I was also able to connect to the OBD scanner with my HC-05 bluetooth module. I wasn't able to successfully send commands with my HC-05, but that battle will be waged another day...
Title: Re: Car Diagnostics and HUD Tool
Post by: Power_Broker on May 03, 2019, 01:53 am
I was able to use the following demo code to quickly get my HC-05 talking with the ELM327:


Code: [Select]

// 1D,A5,1F16BB

//#define ATMODE 1

void setup()
{
  Serial.begin(115200);
  while(!Serial);

#ifdef ATMODE
  Serial2.begin(38400);
#else
  Serial2.begin(115200);
#endif

  while(!Serial2);
  Serial2.println("AT SP 0");
}

void loop()
{
  byte c;

 #ifdef ATMODE
  if(Serial.available())
  {
    c = Serial.read();
    Serial.write(c);
    Serial2.write(c);
  }

  if(Serial2.available())
  {
    c = Serial2.read();
    Serial.write(c);
  }
#else
  Serial2.println("010C");
  
  while(Serial2.available())
  {
    c = Serial2.read();
    Serial.write(c);
  }
  delay(100);
#endif
}



With line #3 uncommented, I entered the following commands after putting the HC-05 into AT mode:

- AT
- AT+UART=115200,0,0
- AT+CMODE=0
- AT+ROLE=1
- AT+RESET
- AT+INQM=0,5,9
- AT+INIT
- AT+INQ
(discovered the address of the OBD-II scanner is 1D:A5:1F16BB - yours might be different)
- AT+PAIR=1D,A5,1F16BB,20
- AT+BIND=1D,A5,1F16BB
- AT+LINK=1D,A5,1F16BB
- AT+RESET

Next, I uncommented line #3 and then reuploaded the code.
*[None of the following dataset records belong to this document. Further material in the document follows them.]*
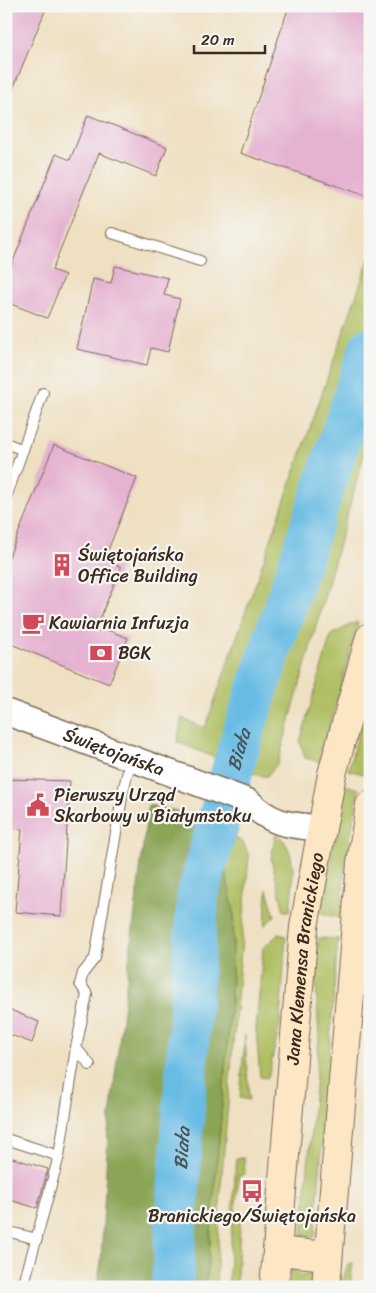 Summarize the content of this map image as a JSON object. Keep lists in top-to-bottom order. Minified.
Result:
{"streets":{"main road":["Jana Klemensa Branickiego"],"street":["Świętojańska"]},"crossings":[["Świętojańska","Jana Klemensa Branickiego"]],"water":["Biała"],"places":{"building":["Świętojańska Office Building"],"cafe":["Kawiarnia Infuzja"],"bank":["BGK"],"public building":["Pierwszy Urząd Skarbowy w Białymstoku"],"bus stop":["Branickiego/Świętojańska"]},"scale_bar":"20 m"} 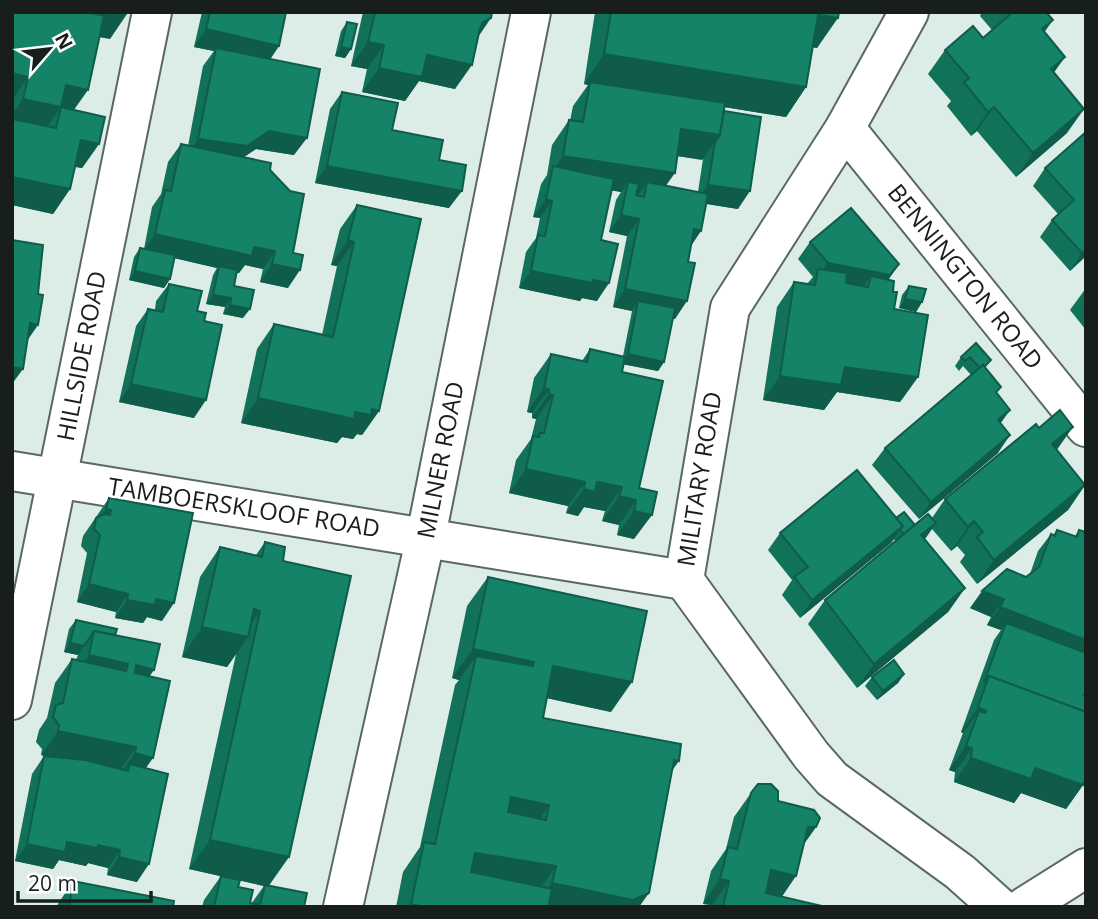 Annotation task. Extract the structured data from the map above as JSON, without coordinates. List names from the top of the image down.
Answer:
{
  "streets": {
    "street": [
      "BENNINGTON ROAD",
      "HILLSIDE ROAD",
      "MILNER ROAD",
      "MILITARY ROAD",
      "TAMBOERSKLOOF ROAD"
    ]
  },
  "crossings": [
    ["BENNINGTON ROAD", "MILITARY ROAD"],
    ["HILLSIDE ROAD", "TAMBOERSKLOOF ROAD"],
    ["MILNER ROAD", "TAMBOERSKLOOF ROAD"],
    ["MILITARY ROAD", "TAMBOERSKLOOF ROAD"]
  ],
  "scale_bar": "20 m",
  "north": "top right"
}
Once the updated code was uploaded, it spat out raw dataframes at about 10Hz!
Title: Re: Car Diagnostics and HUD Tool
Post by: Power_Broker on May 13, 2019, 11:52 pm
In order to make interfacing with the OBD scanner as easy as possible, I wrote a library for it: ELMduino GitHub (https://github.com/PowerBroker2/ELMduino)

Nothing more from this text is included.